The keys to an accurate forecast of wind energy output are high quality and reliable current and historic data from turbines, on-site and off-site anemometers and the entire project. The uncertainties in the physical/numerical weather modeling influence the accuracy of the forecasts. However, there are other project-related sources of inaccuracy such as wind speed sampling error and turbine power curve estimation. The impact of these and other issues must be quantified accordingly.

Also, reliable communication channels (such as SCADA systems) are necessary to get all the necessary data to the forecast provider in a reliable and timely fashion. The provider must also ensure that these forecasts are provided to the wind farm owner in a timely and reliable manner.

Finally, a clear statement of the forecast objectives by the project’s owner is crucial together with an understanding of the trade-offs of accuracy versus computational expense and data requirements.

Methods for Short-range Wind Forecasting

Statistical methods based on observations are the foundation of short-range forecasts, with a timeframe from minutes to hours into the future. The first phase in developing this type of forecast consists of identifying, compiling and integrating regional assets (location of turbines and anemometers, available records, etc).

The second phase consists of developing and training various self-learning forecasting methods using all available data. The final product provides a timely, relevant and accurate forecast for making the best operational and marketing decisions.

Users of short-range forecasts should expect hour-ahead forecasts to be 10 to 30 percent better than persistence when averaged over one month. However sometimes, especially during low power generation periods, persistence may outperform sophisticated forecasting methodologies.

Methods for Medium-range wind forecasting

Numerical simulations of the weather prevail in medium-range forecasts, with a timeframe of days into the future. The development of a day ahead forecast system consists of identifying, configuring, optimizing and operating a series of numerical weather prediction systems, followed by statistical post-processing and power curve application to translate the numerical-simulated winds into energy output from the project.

Timely and relevant forecasts are presented to the users in graphical format and as input to optimization and Energy Management Systems.

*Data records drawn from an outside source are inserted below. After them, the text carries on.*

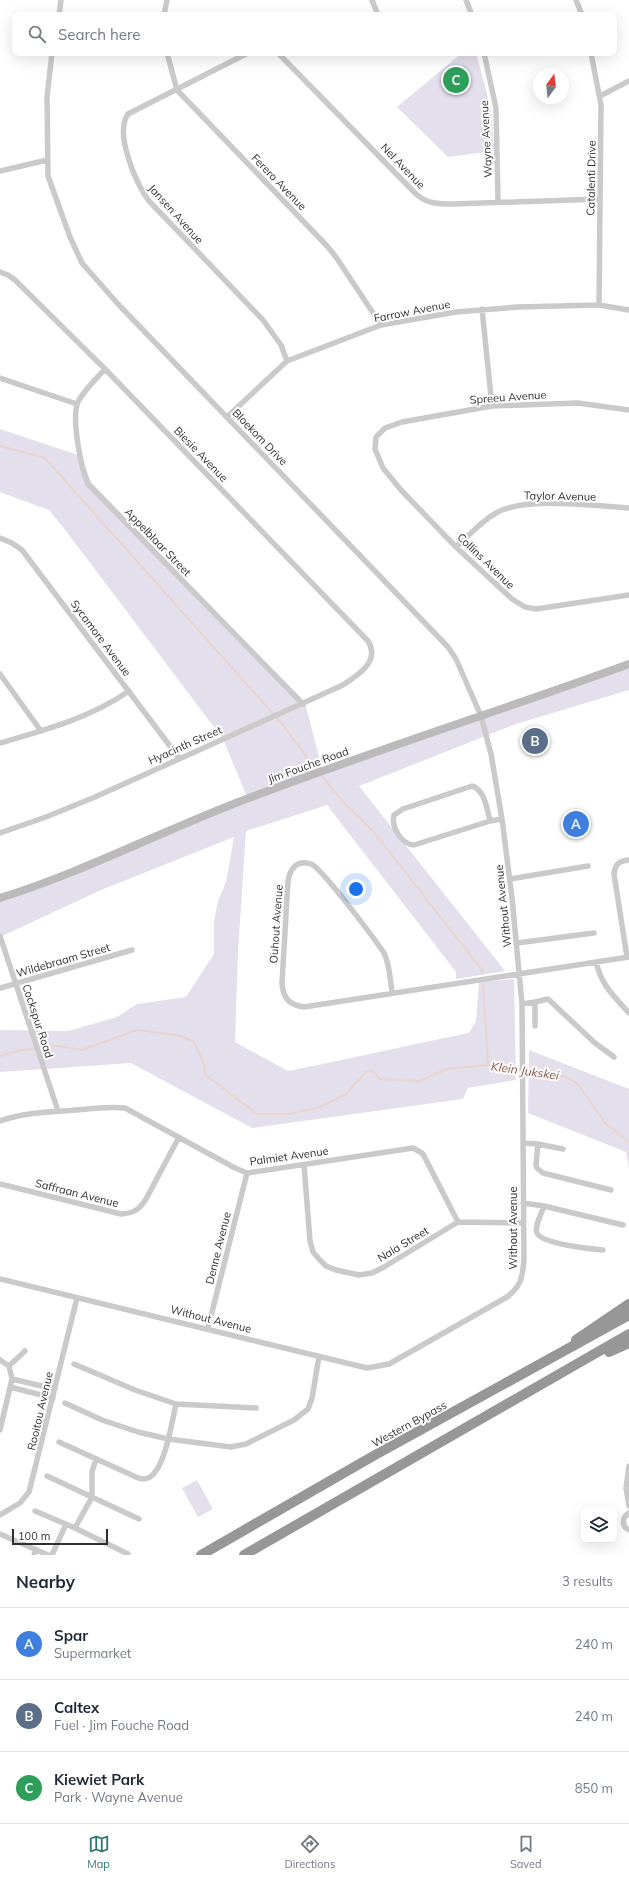 <!DOCTYPE html>
<html lang="en">
<head>
<meta charset="utf-8">
<style>
  :root { --surface:#fff; --page:#f6f6f7; --text:#1f2937; --muted:#747a83; --line:#e0e1e3; --accent:#2d7871 }
  body { margin:0; font-family:Mulish,sans-serif; background:var(--page); color:var(--text) }
  .controls { position:absolute; right:12px; bottom:12px; display:grid; overflow:hidden; border-radius:8px; box-shadow:0 4px 16px #0002 }
  .controls button { width:36px; height:36px; display:grid; place-items:center; padding:0; border:0; border-bottom:1px solid var(--line); background:var(--surface); color:var(--text); font:20px sans-serif }
  .compass { position:absolute; left:533px; top:68px; width:36px; height:36px; border-radius:50%; background:var(--surface); box-shadow:0 4px 16px #0002; rotate:15deg }
  .scale { position:absolute; left:12px; bottom:10px; width:96px; box-sizing:border-box; padding-left:4px; border:2px solid #303030; border-top:0; font-size:11px; line-height:14px; white-space:nowrap; color:#303030; -webkit-text-stroke:3px #fff; paint-order:stroke }
  .you { position:absolute; left:356px; top:889px; width:14px; height:14px; margin:-10px; border:3px solid #fff; border-radius:50%; background:#1a73e8; box-shadow:0 0 0 6px #1a73e833 }
  .badge { display:grid; place-items:center; width:26px; height:26px; border-radius:50%; background:var(--accent); color:#fff; font-size:13px; font-weight:700 }
  .pin { position:absolute; translate:-50% -50%; border:2px solid #fff; box-shadow:0 1px 4px #0006 }
  .list { margin:0; padding:0; list-style:none }
  h2 { display:flex; justify-content:space-between; align-items:center; height:52px; margin:0; padding:0 16px; font-size:17px }
  h2 small { font-size:13px; font-weight:400; color:var(--muted) }
  .list li { display:grid; grid-template-columns:26px 1fr auto; gap:12px; align-items:center; box-sizing:border-box; height:72px; padding:0 16px; border-top:1px solid var(--line) }
  .list b { display:block; font-size:15px; white-space:nowrap }
  .list p { margin:0; font-size:13px; white-space:nowrap; color:var(--muted) }
  .list em { font-size:13px; font-style:normal; color:var(--muted) }
  .icon { flex:none; width:22px; height:22px; fill:none; stroke:currentColor; stroke-width:2; stroke-linecap:round; stroke-linejoin:round }
  .map { position:relative; flex:none; width:629px; height:1555px; overflow:hidden }
  .search { position:absolute; background:var(--surface); box-shadow:0 4px 16px #0002; left:12px; right:12px; top:12px; height:44px; display:flex; align-items:center; gap:10px; box-sizing:border-box; padding:0 14px; border-radius:8px; color:var(--muted); font-size:15px }
  .sheet { height:268px; background:var(--surface) }
  nav { display:flex; justify-content:space-around; align-items:center; box-sizing:border-box; height:56px; border-top:1px solid var(--line); background:var(--surface); font-size:11px; color:var(--muted) }
  nav a { display:grid; justify-items:center; gap:2px }
  nav .on { color:var(--accent) }
  .map>svg:first-child { display:block }
  .green { fill:#e3dfec }
  .lines { fill:none; stroke-linecap:round; stroke-linejoin:round }
  .stream { stroke:#ead4cc; stroke-width:2 }
  .street { stroke:#cacaca; stroke-width:5.5 }
  .secondary { stroke:#bababa; stroke-width:8 }
  .highway { stroke:#979797; stroke-width:10 }
  .labels { text-anchor:middle; stroke-width:4; stroke-linejoin:round; paint-order:stroke }
  .street-label { font-size:11px; fill:#303030; stroke:#fff }
  .water-label { font-size:12px; font-style:italic; fill:#8c5543; stroke:#fff }
</style>
</head>
<body>
<div class="map">
<svg width="629" height="1555" viewBox="0 0 629 1555">
  <rect width="100%" height="100%" fill="#fff"/>
  <!-- green -->
  <path class="green" d="M462,53H476L491,109L494,151L448,157L397,107Z
    M0,429L81,456L91,482L305,703L323,772L629,664V690L516,724L359,786L505,971L456,979V972L327,805L246,831L238,951L235,1042L288,1071C349,1059 408,1045 469,1033L476,1021L479,982L514,979L516,1080L468,1088L463,1099L252,1128L131,1063L0,1072V1030L68,1031L117,1017L137,1004L186,997L214,954V921L218,901L226,882L234,837L101,890L0,937V898L248,799L223,739L63,527L49,510L0,492Z
    M529,1050L629,1089V1168L626,1152L528,1113Z
    M197,1480L213,1509L198,1517L182,1488Z"/>
  <g class="lines">
    <!-- stream -->
    <path class="stream" d="M0,446L45,458L282,724L317,770
      M321,775L343,802L373,831L482,970V973
      M483,984L488,1065
      M0,1056L21,1050L57,1046L82,1050L137,1030L177,1035L193,1041L202,1058L206,1075L257,1114H289L320,1107L346,1094L366,1072L373,1071L380,1079L420,1081L447,1069L488,1065L564,1076L578,1084L605,1123L629,1142"/>
    <!-- street -->
    <path class="street" d="M372,0L378,15
      M466,0L472,15
      M576,0L582,15
      M59,15L61,0
      M164,15L167,0
      M167,53L177,90L328,247L336,257L381,325
      M248,53L128,114C114,133 136,184 149,201L263,320L281,345L287,361
      M278,53L416,194C427,204 439,204 453,204L600,199
      M484,53L496,108L498,202
      M591,53L601,105L599,305
      M600,96L629,81
      M0,171L47,160
      M0,272L8,275L15,280L105,369L368,641C381,661 357,676 343,685L95,797L46,817L0,833
      M482,309L492,406
      M105,369C96,379 84,390 78,402C71,418 81,468 88,484L303,704
      M0,378L77,404
      M629,410L578,403L492,406L402,422L385,428L376,437L375,449L383,468L401,490L456,547L512,599L525,607L536,609L629,595
      M227,417L287,361L381,325L456,312L518,307L599,305L629,310
      M0,538L12,543L22,550L179,758
      M456,547C469,536 481,521 496,513C526,496 593,506 629,508
      M0,674L41,731
      M0,743C45,730 90,718 129,691
      M490,821C487,809 485,790 472,786L403,809L394,815C391,827 401,844 414,845L490,821L502,819
      M510,879L588,866
      M0,936L58,1111
      M517,943L594,933
      M627,957L614,874C615,864 619,861 629,860
      M596,962C602,986 613,995 629,1013
      M0,988L132,950
      M392,992C390,980 390,965 384,953C376,941 321,867 311,864C297,859 290,869 288,881L282,983C283,998 289,1005 304,1007L629,957
      M522,1004L535,1002
      M535,1026V1002L548,999L595,1043L614,1057
      M0,1121C25,1112 50,1112 76,1110C92,1109 109,1106 125,1108L235,1168L247,1173L413,1148L422,1153L424,1156L458,1222
      M523,1143L538,1144L536,1165L537,1168L543,1173L611,1190
      M538,1144L563,1149
      M304,1165L310,1241L313,1252L319,1259L326,1266L336,1270L359,1275L372,1273L384,1267L458,1222L523,1223
      M0,1184L121,1214C134,1213 139,1210 146,1199L179,1137
      M523,1203L544,1206L623,1225
      M544,1206C542,1213 534,1226 537,1233C542,1244 591,1249 603,1250
      M0,1279L367,1368L389,1364L507,1297C522,1285 522,1278 524,1260L522,1004L512,898L502,819L491,754L481,716L456,659L448,647L118,304L82,263L70,237L48,176L47,97L52,53
      M208,1328L247,1173
      M0,1360L9,1366L12,1379L0,1430
      M74,1364L135,1390L176,1404L256,1408
      M9,1366L25,1351
      M12,1379L55,1389
      M10,1387L53,1398
      M65,1403L102,1420L138,1432L168,1439L231,1447L246,1444L294,1420L308,1409L312,1398L319,1357
      M59,1442L136,1477C140,1479 143,1480 148,1478C165,1471 172,1421 176,1404
      M629,1466L626,1488L629,1506
      M47,1476L139,1519
      M35,1511L75,1528L128,1554
      M629,1513C622,1517 621,1526 629,1530
      M0,1515L20,1503L29,1492L77,1298
      M75,1528L92,1497V1472L96,1459
      M0,1534L48,1555
      M34,1555L36,1549
      M52,1555L66,1524"/>
    <!-- secondary -->
    <path class="secondary" d="M0,898C83,872 160,832 241,801C369,752 500,711 629,664"/>
    <!-- highway -->
    <path class="highway" d="M576,1340L629,1304
      M609,1352L629,1343
      M201,1555L375,1455L629,1315
      M244,1555L629,1334"/>
  </g>
  <g class="labels">
    <!-- street labels -->
    <g class="street-label">
      <text transform="translate(486 139) rotate(-93)" y="4">Wayne Avenue</text>
      <text transform="translate(403 166) rotate(46)" y="4">Nel Avenue</text>
      <text transform="translate(591 178) rotate(-89)" y="4">Catalenti Drive</text>
      <text transform="translate(279 182) rotate(46)" y="4">Ferero Avenue</text>
      <text transform="translate(176 214) rotate(48)" y="4">Jansen Avenue</text>
      <text transform="translate(412 311) rotate(-11)" y="4">Farrow Avenue</text>
      <text transform="translate(508 397) rotate(-4)" y="4">Spreeu Avenue</text>
      <text transform="translate(260 437) rotate(46)" y="4">Bloekom Drive</text>
      <text transform="translate(201 454) rotate(46)" y="4">Biesie Avenue</text>
      <text transform="translate(560 496) rotate(1)" y="4">Taylor Avenue</text>
      <text transform="translate(158 542) rotate(46)" y="4">Appelblaar Street</text>
      <text transform="translate(486 561) rotate(44)" y="4">Collins Avenue</text>
      <text transform="translate(101 638) rotate(53)" y="4">Sycamore Avenue</text>
      <text transform="translate(185 745) rotate(-24)" y="4">Hyacinth Street</text>
      <text transform="translate(308 765) rotate(-20)" y="4">Jim Fouche Road</text>
      <text transform="translate(503 906) rotate(-96)" y="4">Without Avenue</text>
      <text transform="translate(276 924) rotate(-86)" y="4">Ouhout Avenue</text>
      <text transform="translate(63 960) rotate(-16)" y="4">Wildebraam Street</text>
      <text transform="translate(38 1021) rotate(72)" y="4">Cockspur Road</text>
      <text transform="translate(289 1156) rotate(-8)" y="4">Palmiet Avenue</text>
      <text transform="translate(77 1193) rotate(14)" y="4">Saffraan Avenue</text>
      <text transform="translate(513 1228) rotate(-90)" y="4">Without Avenue</text>
      <text transform="translate(403 1244) rotate(-31)" y="4">Nala Street</text>
      <text transform="translate(218 1248) rotate(-76)" y="4">Denne Avenue</text>
      <text transform="translate(211 1319) rotate(14)" y="4">Without Avenue</text>
      <text transform="translate(40 1411) rotate(-77)" y="4">Rooitou Avenue</text>
      <text transform="translate(409 1424) rotate(-29)" y="4">Western Bypass</text>
    </g>
    <!-- water labels -->
    <g class="water-label">
      <text transform="translate(525 1071) rotate(8)" y="4">Klein Jukskei</text>
    </g>
  </g>
</svg>
<div class="controls">
<button><svg class="icon" aria-label="layers" viewBox="0 0 24 24"><path d="M12 4l9 5-9 5-9-5zM3 14l9 5 9-5"/></svg></button>
</div>
<svg class="compass" viewBox="-18 -18 36 36"><path d="M0-13l5 13h-10z" fill="#e53935"/><path d="M0 13l5-13h-10z" fill="#747a83"/></svg>
<div class="scale">100 m</div>
<div class="you"></div>
<div class="pin badge" style="left:576px;top:824px;background:#3f7fe0">A</div>
<div class="pin badge" style="left:535px;top:741px;background:#5c6f8a">B</div>
<div class="pin badge" style="left:456px;top:80px;background:#2e9e5b">C</div>
<div class="search"><svg class="icon" aria-label="search" viewBox="0 0 24 24"><circle cx="10" cy="10" r="6"/><path d="M15 15l6 6"/></svg>Search here</div>
</div>
<section class="sheet">
<h2>Nearby<small>3 results</small></h2>
<ul class="list">
<li><span class="badge" style="background:#3f7fe0">A</span><div><b>Spar</b><p>Supermarket</p></div><em>240 m</em></li>
<li><span class="badge" style="background:#5c6f8a">B</span><div><b>Caltex</b><p>Fuel · Jim Fouche Road</p></div><em>240 m</em></li>
<li><span class="badge" style="background:#2e9e5b">C</span><div><b>Kiewiet Park</b><p>Park · Wayne Avenue</p></div><em>850 m</em></li>
</ul>
</section>
<nav>
<a class="on"><svg class="icon" aria-label="map" viewBox="0 0 24 24"><path d="M3 6l6-2 6 2 6-2v14l-6 2-6-2-6 2zM9 4v14M15 6v14"/></svg>Map</a>
<a><svg class="icon" aria-label="directions" viewBox="0 0 24 24"><path d="M12 3l9 9-9 9-9-9zM9 14v-3h6M13 9l2 2-2 2"/></svg>Directions</a>
<a><svg class="icon" aria-label="saved" viewBox="0 0 24 24"><path d="M7 4h10v16l-5-4-5 4z"/></svg>Saved</a>
</nav>
</body>
</html>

Numerical weather simulations include a hierarchical overlap of grids, from a wider, coarse resolution grid to finer resolution nests covering the area of interest. Finer grids are usually of resolutions from 1 km to 5 km depending on the complexity of the local terrain.

Users of medium-range forecasts should expect numerical weather prediction models to perform better than persistence for time periods beyond four hours into the future. Typically, day-ahead forecasts have errors that are half of those of forecasts based on climatology or persistence.

Statistical models prevail in long-range forecasts, with a timeframe of weeks to months. The inputs for the models are based on forecasts or observations from various climate oscillations. Various adaptive or regressive statistical methods are developed to create a monthly deviation-from-normal forecast.